Contact hitting typically means a singles hitter, but don’t forget that singles add to slugging percentage too, not simply on base percentage, and a contact out or ROE does not get added to ave.obp.slg.ops. Most of the time when you think of slugging percentage, you think of selling out for homers. There is no worse example of this than Matt Carpenter the last 3 years. He has decided to go for homers and he has been a worse player for it.

Whether you want to go by WAR or some other metric Matt Carpenter NEEDS to go back to being a guy that could get you 180+ hits a year and forego the HRs. He was at his best then.

Matt Carpenter 2013-2015

WAR 6.6, 3.0, 4.0

Total Hits 199, 162, 156

Contact outs 330, 325, 261

HR 11, 8, 28

2B 55, 33, 44

XBH 73, 43, 75

SO 98, 111, 151

BB 82, 105, 92

GB/FB total contacts, 537, 495, 427

LOB 144, 178, 169

ROE 5,5,5

R+RBI 204, 158 185

(R+RBI)-HR 193, 150, 157

BABIP 359, 318, 321

AVE 318, 272, 272

OBP 392, 375, 365

SLG 481, 375, 505

OPS 873, 750, 871

This is exactly why I created HEWCO, CCR, and BSM because it captures offensive value that none of these above metrics do. OPS makes it seem like Matt Carpenter’s production didn’t drop off, but it did drastically, both in terms of runs and rbi’s and in terms of contact. The idea that slugging wins is a fallacy because the trade off is clogging the bases consistently with contact. And look, slugging went up for Matt between 2013 and 2015 but because his hit total overall cratered by more than 40 and contact outs fell by about 70 his runs and rbi fell.

Matt Carpenter, 2013 – 2015

HEWCO 717, 656, 643

HEWCO/G 4.567, 4.152, 4.175

HEWCO/PA 1.000, .925, .967

CCR .745, .964, .635

The added benefit of all the homers, WAS NOT an added benefit.

The game itself is taking contact hitters out of the game, and by extension lowering overall hits, run scoring, and total plate appearances in the game.

All this “power” comes at a cost. the rise of the solo home run, which is practically useless, and I can prove that too.

If you want the info, email me at thecrazybaseballcoach@gmail.com

FanGraphs Supporting MemberEric, as you know, I don’t agree with your assessment of Carpenter. He clearly had his best year in 2013, but that was an age-27 career year for him, and was way better in 2015 as a slugger with 80% contact (139 wRC+, just 7 off his 2013 peak) than in 2014 with 90% contact (117 wRC+).
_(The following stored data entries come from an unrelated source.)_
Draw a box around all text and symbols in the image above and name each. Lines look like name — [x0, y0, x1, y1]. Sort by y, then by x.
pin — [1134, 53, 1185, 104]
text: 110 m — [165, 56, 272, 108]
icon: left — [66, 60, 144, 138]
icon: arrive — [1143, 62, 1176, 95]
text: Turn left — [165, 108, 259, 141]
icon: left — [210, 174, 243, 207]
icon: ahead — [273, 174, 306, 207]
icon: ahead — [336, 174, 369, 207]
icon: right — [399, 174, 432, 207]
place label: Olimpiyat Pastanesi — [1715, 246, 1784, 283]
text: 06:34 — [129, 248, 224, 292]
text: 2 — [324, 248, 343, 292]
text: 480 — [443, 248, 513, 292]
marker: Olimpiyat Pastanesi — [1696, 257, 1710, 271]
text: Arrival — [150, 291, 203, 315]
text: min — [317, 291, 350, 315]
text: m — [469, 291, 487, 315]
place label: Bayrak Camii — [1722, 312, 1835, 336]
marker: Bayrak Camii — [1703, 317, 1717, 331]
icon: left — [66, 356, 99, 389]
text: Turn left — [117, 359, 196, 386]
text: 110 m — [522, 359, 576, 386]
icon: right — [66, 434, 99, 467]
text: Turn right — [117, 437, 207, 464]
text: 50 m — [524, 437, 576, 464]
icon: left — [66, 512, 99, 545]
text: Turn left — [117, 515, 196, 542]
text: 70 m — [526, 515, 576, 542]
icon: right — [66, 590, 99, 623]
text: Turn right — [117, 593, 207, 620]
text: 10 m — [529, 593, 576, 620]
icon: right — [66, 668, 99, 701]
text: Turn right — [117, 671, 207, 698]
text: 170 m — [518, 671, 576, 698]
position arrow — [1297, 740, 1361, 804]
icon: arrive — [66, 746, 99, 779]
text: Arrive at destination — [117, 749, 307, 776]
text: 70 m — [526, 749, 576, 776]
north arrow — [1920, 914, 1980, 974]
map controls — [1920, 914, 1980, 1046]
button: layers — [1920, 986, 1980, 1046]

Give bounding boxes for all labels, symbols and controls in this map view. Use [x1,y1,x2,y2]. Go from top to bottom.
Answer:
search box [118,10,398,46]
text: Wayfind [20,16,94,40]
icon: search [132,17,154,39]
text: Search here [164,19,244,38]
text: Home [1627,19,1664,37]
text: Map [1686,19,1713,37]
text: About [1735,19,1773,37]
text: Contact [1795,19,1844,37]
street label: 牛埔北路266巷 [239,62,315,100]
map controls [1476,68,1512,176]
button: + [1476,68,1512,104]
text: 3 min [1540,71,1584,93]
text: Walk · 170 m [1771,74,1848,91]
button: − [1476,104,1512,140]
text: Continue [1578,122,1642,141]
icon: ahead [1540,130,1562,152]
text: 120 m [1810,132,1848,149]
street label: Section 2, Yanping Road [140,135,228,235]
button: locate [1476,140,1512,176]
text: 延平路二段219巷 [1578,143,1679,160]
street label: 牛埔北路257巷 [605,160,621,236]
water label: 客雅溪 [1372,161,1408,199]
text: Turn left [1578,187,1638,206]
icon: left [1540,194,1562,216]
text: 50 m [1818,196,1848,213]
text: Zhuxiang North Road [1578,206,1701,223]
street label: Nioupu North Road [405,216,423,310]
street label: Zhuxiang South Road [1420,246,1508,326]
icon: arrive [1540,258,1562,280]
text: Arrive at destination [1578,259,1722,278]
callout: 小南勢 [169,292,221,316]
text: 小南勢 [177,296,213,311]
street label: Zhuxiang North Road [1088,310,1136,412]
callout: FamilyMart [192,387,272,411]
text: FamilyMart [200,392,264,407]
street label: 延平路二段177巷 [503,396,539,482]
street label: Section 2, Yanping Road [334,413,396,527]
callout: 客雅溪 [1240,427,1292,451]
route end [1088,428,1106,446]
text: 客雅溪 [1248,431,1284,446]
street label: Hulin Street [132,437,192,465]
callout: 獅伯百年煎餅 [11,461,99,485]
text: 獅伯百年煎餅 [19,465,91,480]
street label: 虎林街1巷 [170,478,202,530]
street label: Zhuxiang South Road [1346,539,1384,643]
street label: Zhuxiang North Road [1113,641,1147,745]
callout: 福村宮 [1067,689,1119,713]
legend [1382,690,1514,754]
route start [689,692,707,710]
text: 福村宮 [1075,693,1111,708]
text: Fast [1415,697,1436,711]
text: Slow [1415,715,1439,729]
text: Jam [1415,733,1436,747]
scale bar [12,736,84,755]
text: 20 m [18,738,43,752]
During the period 1998 to the present that you cite–that covers 540 team-seasons, a decent sample–the correlation coefficient of runs per game to OBP is 0.905, R/G to SLG is 0.914, and R/G to OPS is 0.957. How do HEWCO, CCR, and BSM do?

Better, because it captures everything, including the value of a contact out and error which NONE of the traditional stat lines do.

When you capture 100% of offense or 100% of anything it would stand to reason the model would be better.

But while we are on the subject of errors, did anyone like the ERROR HR, Alcides Escobar hit in the bottom of the first inning of the first game of the world series for 2015? You cannot tell me that was a legitimate hit.

I don’t care how you carve that one up, its nothing but a 4 base error. You can give Matt Harvey at least 1 base of it for throwing a fastball down the heart of the plate when all the broadcasters were saying not to do that cause he swings at everything. Then you can give 1 base mental error to Cespedes and 2 base physical error to him as well.

But I digress, the Royals won that game 5-4, by a single Run, and there is your run.

I guarantee you calc contact % way differently than I do. I probably wouldn’t use 1998 as my starting point given the steroid era, either, but no biggie either way.